WHAT TO WORK ON
Which lines in the records below contain the word "Mahkota"? Copy each one.

———

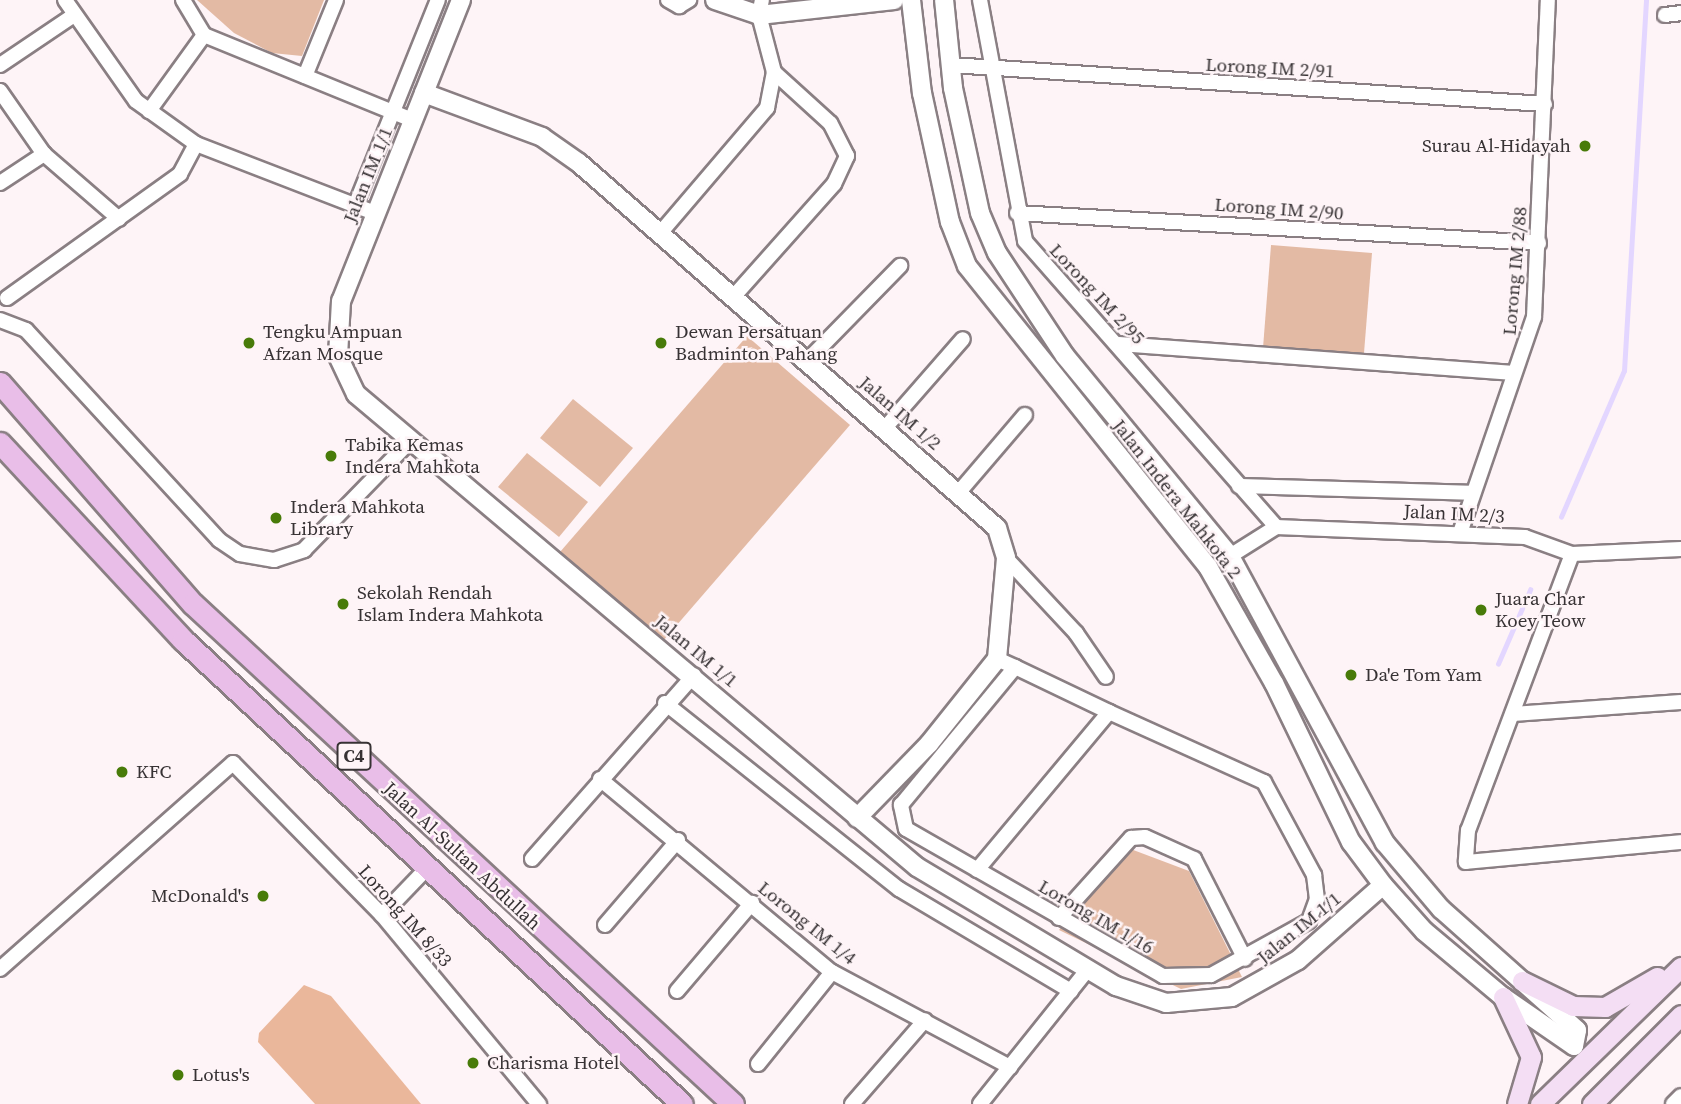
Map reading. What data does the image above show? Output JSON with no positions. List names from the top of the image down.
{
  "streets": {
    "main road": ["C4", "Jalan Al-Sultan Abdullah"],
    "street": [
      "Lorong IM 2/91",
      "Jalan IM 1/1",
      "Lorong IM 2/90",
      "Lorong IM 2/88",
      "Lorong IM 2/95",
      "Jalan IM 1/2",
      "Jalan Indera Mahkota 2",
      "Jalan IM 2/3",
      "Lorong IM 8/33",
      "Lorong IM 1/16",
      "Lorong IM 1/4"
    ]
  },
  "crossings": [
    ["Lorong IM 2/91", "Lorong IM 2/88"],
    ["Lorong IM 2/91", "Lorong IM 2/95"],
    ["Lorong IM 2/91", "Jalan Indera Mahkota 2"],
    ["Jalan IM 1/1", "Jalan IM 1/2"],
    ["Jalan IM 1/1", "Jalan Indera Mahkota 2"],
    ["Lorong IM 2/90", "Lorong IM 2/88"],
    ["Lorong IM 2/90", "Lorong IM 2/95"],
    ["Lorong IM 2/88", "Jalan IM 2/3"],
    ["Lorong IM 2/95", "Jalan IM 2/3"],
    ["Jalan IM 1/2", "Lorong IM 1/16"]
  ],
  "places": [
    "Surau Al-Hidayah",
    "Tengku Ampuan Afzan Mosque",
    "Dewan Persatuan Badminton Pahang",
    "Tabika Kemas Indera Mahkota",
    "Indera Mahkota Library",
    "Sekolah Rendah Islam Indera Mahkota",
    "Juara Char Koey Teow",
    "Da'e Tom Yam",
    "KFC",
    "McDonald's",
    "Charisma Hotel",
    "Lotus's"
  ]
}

———

SOLUTION FOR THIS TASK
      "Jalan Indera Mahkota 2",
    ["Lorong IM 2/91", "Jalan Indera Mahkota 2"],
    ["Jalan IM 1/1", "Jalan Indera Mahkota 2"],
    "Tabika Kemas Indera Mahkota",
    "Indera Mahkota Library",
    "Sekolah Rendah Islam Indera Mahkota",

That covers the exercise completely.